On 21 March, Churchill finally responded to the growing public anger over the government’s handling of the Beveridge Report. In a lengthy speech, he reminded his audience that he had ‘framed’ the first unemployment insurance scheme and had introduced ‘my friend’ Sir William Beveridge to ‘public service’ thirty-five years before (thereby hoping to associate himself with social reform). But this was the only explicit mention of Beveridge, and the Prime Minister never mentioned Beveridge’s Plan by name.
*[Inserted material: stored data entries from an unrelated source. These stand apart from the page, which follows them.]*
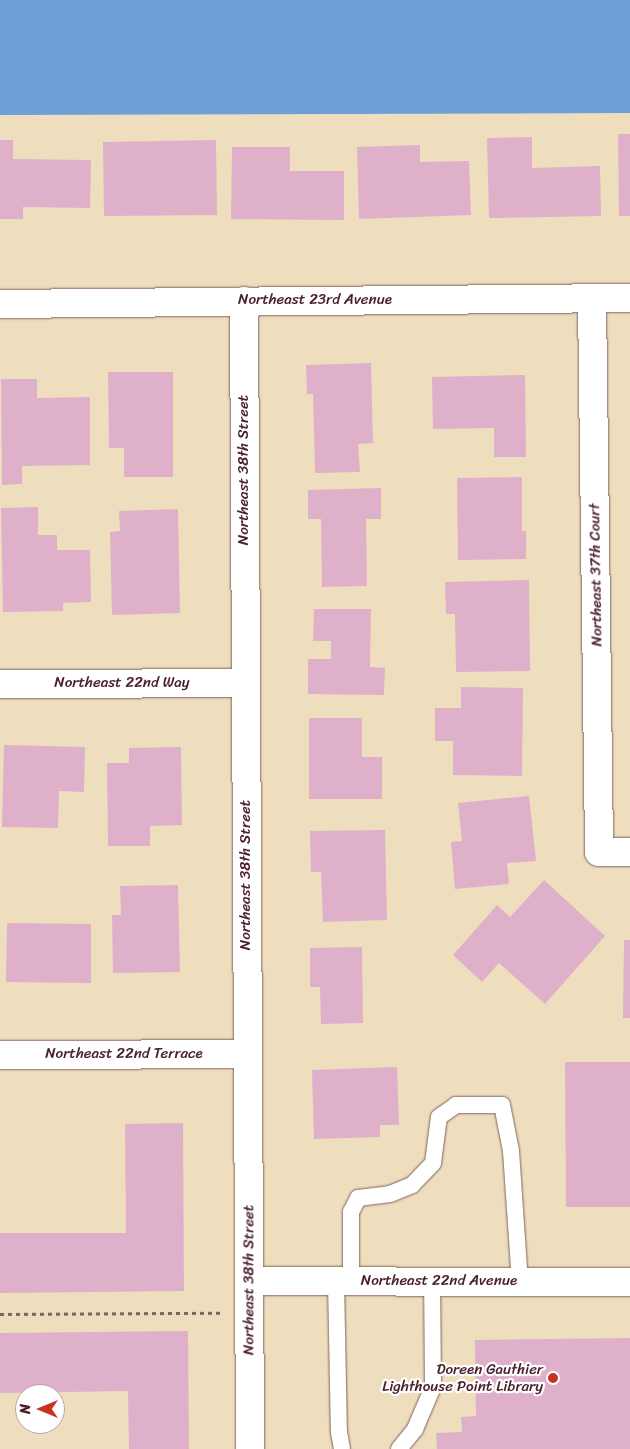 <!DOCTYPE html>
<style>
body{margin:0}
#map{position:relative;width:630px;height:1449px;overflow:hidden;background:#eedebd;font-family:Sriracha,sans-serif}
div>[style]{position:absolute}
.water>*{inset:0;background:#6d9fd8}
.building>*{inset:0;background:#dfb0c9}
.path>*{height:3px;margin-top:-1.5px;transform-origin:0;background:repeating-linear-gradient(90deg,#83625e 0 4px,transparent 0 8px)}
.roads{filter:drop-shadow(0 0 1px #83625e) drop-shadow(0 0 1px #83625e)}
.service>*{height:16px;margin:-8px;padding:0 8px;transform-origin:8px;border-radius:8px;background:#fff}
.minor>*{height:28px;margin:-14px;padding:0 14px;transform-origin:14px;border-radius:14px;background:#fff}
.tertiary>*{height:28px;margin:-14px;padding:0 14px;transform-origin:14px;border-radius:14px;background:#fff}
.dots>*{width:14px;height:14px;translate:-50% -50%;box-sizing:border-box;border:2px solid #fff;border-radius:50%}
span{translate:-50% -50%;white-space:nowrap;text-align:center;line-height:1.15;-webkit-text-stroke:4.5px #fff;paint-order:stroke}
.street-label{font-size:15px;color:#4a1f2b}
.poi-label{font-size:15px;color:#4a1f2b}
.right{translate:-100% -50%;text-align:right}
.north{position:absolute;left:15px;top:1384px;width:50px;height:50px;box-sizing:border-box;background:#fff;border:1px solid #b7a5aa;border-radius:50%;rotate:270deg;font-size:14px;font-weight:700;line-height:20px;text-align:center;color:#4a1f2b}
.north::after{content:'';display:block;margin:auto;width:18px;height:22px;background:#c8321e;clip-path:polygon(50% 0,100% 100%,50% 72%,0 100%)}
</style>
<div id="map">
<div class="water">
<i style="clip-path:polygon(0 0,630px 0,630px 113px,0 115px)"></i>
</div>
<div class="building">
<i style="clip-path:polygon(618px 134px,630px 134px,630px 216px,619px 216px)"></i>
<i style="clip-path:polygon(532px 137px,532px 168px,600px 166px,601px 216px,489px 218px,487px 138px)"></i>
<i style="clip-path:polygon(0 140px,13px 140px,13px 159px,91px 160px,90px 208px,23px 207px,23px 219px,0 219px)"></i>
<i style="clip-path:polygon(216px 140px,217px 215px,104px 216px,103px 142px)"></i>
<i style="clip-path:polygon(420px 145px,420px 162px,469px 161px,471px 215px,359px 219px,357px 147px)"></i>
<i style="clip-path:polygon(232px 147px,290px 147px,290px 171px,344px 171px,344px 220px,231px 219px)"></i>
<i style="clip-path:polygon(371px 363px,373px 443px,358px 444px,360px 472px,315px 473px,313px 394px,307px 394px,306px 365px)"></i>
<i style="clip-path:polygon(108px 372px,173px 372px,173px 477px,124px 477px,124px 448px,109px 448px)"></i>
<i style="clip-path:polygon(525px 375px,526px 457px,494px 457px,494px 428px,433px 429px,432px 377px)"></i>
<i style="clip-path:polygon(1px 379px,37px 379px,37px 398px,90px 397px,90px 465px,22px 466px,22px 484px,2px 485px)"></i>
<i style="clip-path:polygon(522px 477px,522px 531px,526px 531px,526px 559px,458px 560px,457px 478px)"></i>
<i style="clip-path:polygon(381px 488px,381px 519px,366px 519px,367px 586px,322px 587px,321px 519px,308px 519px,308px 490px)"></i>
<i style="clip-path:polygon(38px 507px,38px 535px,57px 535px,57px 550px,90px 550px,91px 602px,63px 603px,63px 611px,3px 612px,1px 508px)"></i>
<i style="clip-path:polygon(178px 509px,180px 613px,112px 615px,110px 532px,120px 531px,119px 511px)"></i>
<i style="clip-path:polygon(529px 580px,530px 671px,456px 672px,455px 614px,446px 614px,445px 582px)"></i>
<i style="clip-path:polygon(314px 609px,371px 609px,370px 667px,385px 668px,384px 695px,308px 694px,308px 659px,331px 659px,331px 641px,313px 641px)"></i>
<i style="clip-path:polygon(461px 687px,523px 688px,522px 776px,453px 775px,453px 741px,435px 741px,435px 708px,461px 708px)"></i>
<i style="clip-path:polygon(309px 718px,362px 718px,362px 757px,382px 757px,382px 799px,309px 799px)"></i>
<i style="clip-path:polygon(4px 745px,85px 747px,84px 792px,59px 791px,58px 828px,2px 827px)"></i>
<i style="clip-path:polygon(181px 747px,182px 825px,150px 826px,150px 846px,108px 846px,107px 763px,129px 763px,129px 748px)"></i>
<i style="clip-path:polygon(529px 796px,536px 861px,507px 863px,509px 884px,455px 889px,451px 842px,462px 841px,458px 803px)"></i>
<i style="clip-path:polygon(385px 830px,387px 920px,323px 922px,321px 872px,311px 872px,310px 831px)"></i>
<i style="clip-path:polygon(544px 880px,605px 936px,545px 1004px,499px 963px,482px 982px,453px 955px,497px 905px,510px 917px)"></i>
<i style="clip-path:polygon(178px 885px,180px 972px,113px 973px,112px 915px,121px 915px,120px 886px)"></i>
<i style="clip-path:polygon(7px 923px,91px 924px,91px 983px,6px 982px)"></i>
<i style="clip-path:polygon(624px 940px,630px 940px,630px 1018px,623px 1018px)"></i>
<i style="clip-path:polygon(362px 947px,363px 1023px,321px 1024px,320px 987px,310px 987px,310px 948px)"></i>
<i style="clip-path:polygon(565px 1062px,630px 1062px,630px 1207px,566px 1207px)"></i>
<i style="clip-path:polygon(397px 1067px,399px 1125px,380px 1125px,380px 1137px,314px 1139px,312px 1070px)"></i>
<i style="clip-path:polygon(183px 1123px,184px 1291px,0 1293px,0 1233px,126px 1233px,125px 1124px)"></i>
<i style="clip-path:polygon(188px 1331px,189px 1449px,129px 1449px,128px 1391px,0 1393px,0 1333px)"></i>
<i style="clip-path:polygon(630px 1338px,630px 1449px,437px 1449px,436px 1433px,462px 1432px,461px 1417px,476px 1416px,475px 1340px)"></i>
</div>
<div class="path">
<i style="left:0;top:1314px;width:221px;rotate:-0.3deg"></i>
</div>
<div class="roads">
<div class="service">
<i style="left:336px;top:1281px;width:151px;rotate:88.9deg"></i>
<i style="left:339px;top:1432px;width:17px;rotate:80deg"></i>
<i style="left:351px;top:1281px;width:69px;rotate:-90deg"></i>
<i style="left:351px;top:1212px;width:16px;rotate:-63deg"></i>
<i style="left:358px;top:1198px;width:32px;rotate:-7deg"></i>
<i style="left:390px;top:1194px;width:24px;rotate:-22deg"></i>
<i style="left:412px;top:1185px;width:30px;rotate:-46deg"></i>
<i style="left:433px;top:1163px;width:46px;rotate:-82.6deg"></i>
<i style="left:439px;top:1117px;width:21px;rotate:-35deg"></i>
<i style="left:456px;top:1105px;width:46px"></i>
<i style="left:502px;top:1105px;width:47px;rotate:78.9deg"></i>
<i style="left:511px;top:1151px;width:131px;rotate:86.1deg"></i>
<i style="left:399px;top:1449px;width:26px;rotate:-51deg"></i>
<i style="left:415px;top:1429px;width:46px;rotate:-66.8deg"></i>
<i style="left:433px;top:1387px;width:106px;rotate:-90.5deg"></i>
</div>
<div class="minor">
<i style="left:592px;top:299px;width:553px;rotate:89.27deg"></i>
<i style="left:599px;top:852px;width:31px"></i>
<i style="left:244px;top:301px;width:1148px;rotate:89.7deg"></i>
<i style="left:0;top:684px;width:245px;rotate:-0.2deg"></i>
<i style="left:0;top:1055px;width:247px;rotate:-0.2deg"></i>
<i style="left:249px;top:1281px;width:381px;rotate:0.2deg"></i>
</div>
<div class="tertiary">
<i style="left:0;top:304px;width:630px;rotate:-0.55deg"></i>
</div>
</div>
<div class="dots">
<i style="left:553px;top:1378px;background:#c8321e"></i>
</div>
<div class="street-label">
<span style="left:315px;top:300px">Northeast 23rd Avenue</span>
<span style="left:244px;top:470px;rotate:-90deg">Northeast 38th Street</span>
<span style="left:596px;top:575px;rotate:-91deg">Northeast 37th Court</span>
<span style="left:122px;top:683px">Northeast 22nd Way</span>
<span style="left:246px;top:875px;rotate:-90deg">Northeast 38th Street</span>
<span style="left:124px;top:1054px">Northeast 22nd Terrace</span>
<span style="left:249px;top:1280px;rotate:-90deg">Northeast 38th Street</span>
<span style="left:439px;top:1281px">Northeast 22nd Avenue</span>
</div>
<div class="poi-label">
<span class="right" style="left:543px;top:1378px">Doreen Gauthier<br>Lighthouse Point Library</span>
</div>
<div class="north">N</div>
</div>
Instead, he promised what he called a ‘Four Years’ Plan’ designed to ‘maintain and progressively improve [Britons’] standards of life and labour’.
Beveridge’s influence did appear in the speech, however, as Churchill asserted that he and his ministers supported ‘cradle to grave’ insurance schemes, a National Health Service, measures to maintain employment, helping parents with the care of their children and improving education. Nonetheless, Churchill spoke more about the war and the international situation than these domestic concerns. He chastised those who believed, after the victories in North Africa, that the war was over and that post-war planning could commence. ‘I am not able to share these sanguine hopes,’ he informed his audience, ‘and my earnest advice to you is to concentrate even more zealously upon the war effort, and if possible not to take your eye off the ball for even a moment.’ Although he was willing to ‘peer through the mists of the future’ and talk about domestic issues that night, he made it clear that he did not wish to be pushed into making promises that he did not intend to keep. Churchill’s Four Years’ Plan never truly took shape in his speech, but rather, seemed an ambiguous vision of some undefined, uncertain future – certainly not a ‘plan’ like Beveridge’s.